Bamburi Cement Company
www.bamburicement.com
Under the management of pioneering industrialist, Dr. Felix Mandel, the Bamburi Cement Factory started production in 1954. Using the extensive coral deposits along the Kenyan coast and new techniques for cement production, the factory has since become the largest manufacturing export earner in Kenya, producing 1.3 million tons of cement a year. 

Through a series of acquisitions, Lafarge, the second largest materials group in the world, became the main shareholder and currently provides technical management and support, for the enterprise.  It was Dr. Mandel who initiated the Agriculture and Garden Department at Bamburi, and employed Dr. Haller to run it. 

Dr.

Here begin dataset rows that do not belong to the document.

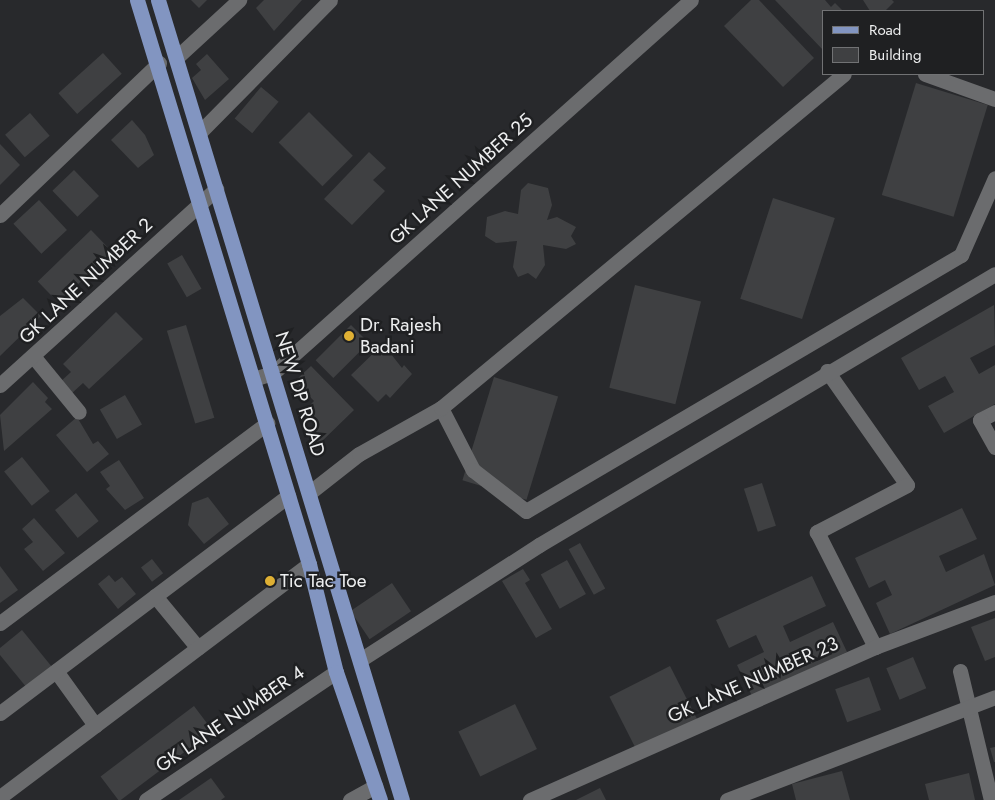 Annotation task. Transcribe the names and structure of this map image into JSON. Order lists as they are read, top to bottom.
{
  "streets": {
    "main road": ["NEW DP ROAD"],
    "street": [
      "GK LANE NUMBER 25",
      "GK LANE NUMBER 2",
      "GK LANE NUMBER 23",
      "GK LANE NUMBER 4"
    ]
  },
  "crossings": [
    ["GK LANE NUMBER 25", "NEW DP ROAD"],
    ["GK LANE NUMBER 2", "NEW DP ROAD"]
  ],
  "places": ["Dr. Rajesh Badani", "Tic Tac Toe"],
  "legend": ["Road", "Building"]
}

Haller then extended his role and started experimenting on how to rehabilitate the quarries that had been mined by the cement factory.  He retired from the company at the turn of the Millennium but continues to be involved in an advisory capacity and through the Baobab Trust. Bamburi's rehabilitation programme is now run by Baobab Farm (see below), but in some parts of the site this has been stalled or hampered by conflicting policy priorities.  The Haller Foundation hope to be able to get it back on track so that it can be used as a Centre of Excellence for Mining Rehabilitation. 

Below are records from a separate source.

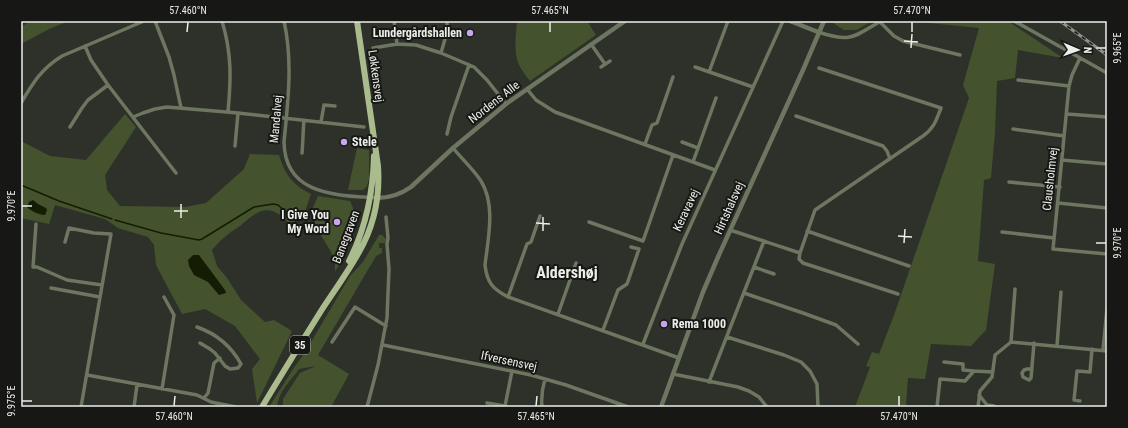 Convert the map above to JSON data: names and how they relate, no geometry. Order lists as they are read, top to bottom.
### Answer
{
  "streets": {
    "main road": ["Løkkensvej", "Banegraven", "35"],
    "street": [
      "Nordens Alle",
      "Mandalvej",
      "Clausholmvej",
      "Hirtshalsvej",
      "Keravavej",
      "Ifversensvej"
    ]
  },
  "crossings": [
    ["Løkkensvej", "Nordens Alle"],
    ["Løkkensvej", "Mandalvej"],
    ["Løkkensvej", "Banegraven"],
    ["Nordens Alle", "Mandalvej"],
    ["Nordens Alle", "Banegraven"],
    ["Mandalvej", "Banegraven"]
  ],
  "districts": ["Aldershøj"],
  "places": [
    "Lundergårdshallen",
    "Stele",
    "I Give You My Word",
    "Rema 1000"
  ],
  "north": "right",
  "coordinates": [
    "57.460°N",
    "57.465°N",
    "57.470°N",
    "9.965°E",
    "9.970°E",
    "9.975°E"
  ]
} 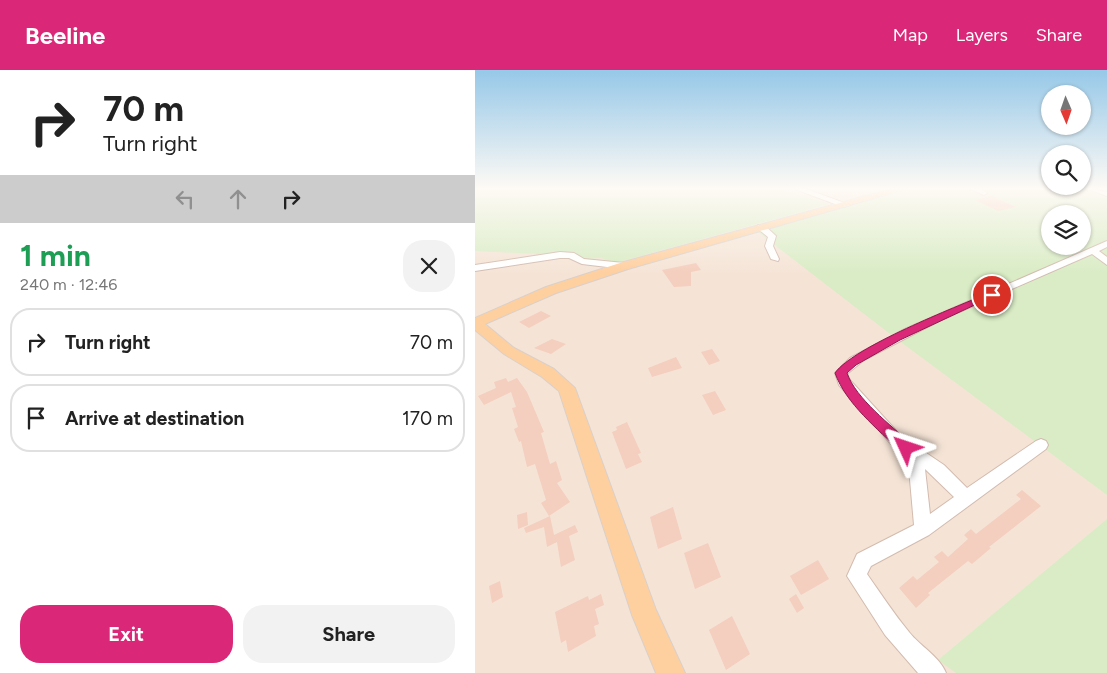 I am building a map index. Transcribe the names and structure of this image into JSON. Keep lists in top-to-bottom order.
{
  "north": "bottom",
  "page": {
    "header": "Beeline",
    "nav": ["Map", "Layers", "Share"],
    "turn": ["70 m", "Turn right"],
    "heading": ["1 min", "240 m · 12:46"],
    "list": [
      {
        "name": "Turn right",
        "value": "70 m"
      },
      {
        "name": "Arrive at destination",
        "value": "170 m"
      }
    ],
    "buttons": ["Exit", "Share"]
  }
}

Baobab Farm Ltd. (now Lafarge Eco Systems)

In his capacity of 'Head of the Garden Department' at Bamburi, Dr. Haller, started producing vegetables, then ventured into poultry, sheep, goats and dairy.  By 1977 the 'Garden Department' had become an economically viable and self-sustaining and so was spun off as a separate enterprise - Baobab Farm.  Dr. Haller expanded the farm to include guinea fowl, quail, ostriches, crocodiles and tilapia fish, all of which were available, as fresh produce, from the Baobab Farm Shop.  Today, Baobab Farm is managed as a unit of Bamburi Cement Ltd.  Some of its activities have been transferred to Baobab Trust (see below) but the main current ones are:

Tourism: The reclaimed quarries of Bamburi have nearly 100,000 visitors a year, enjoying the wildlife of Haller Park, the guided tours, lectures, films, restaurant and bar, as well as the nature and cycle trails.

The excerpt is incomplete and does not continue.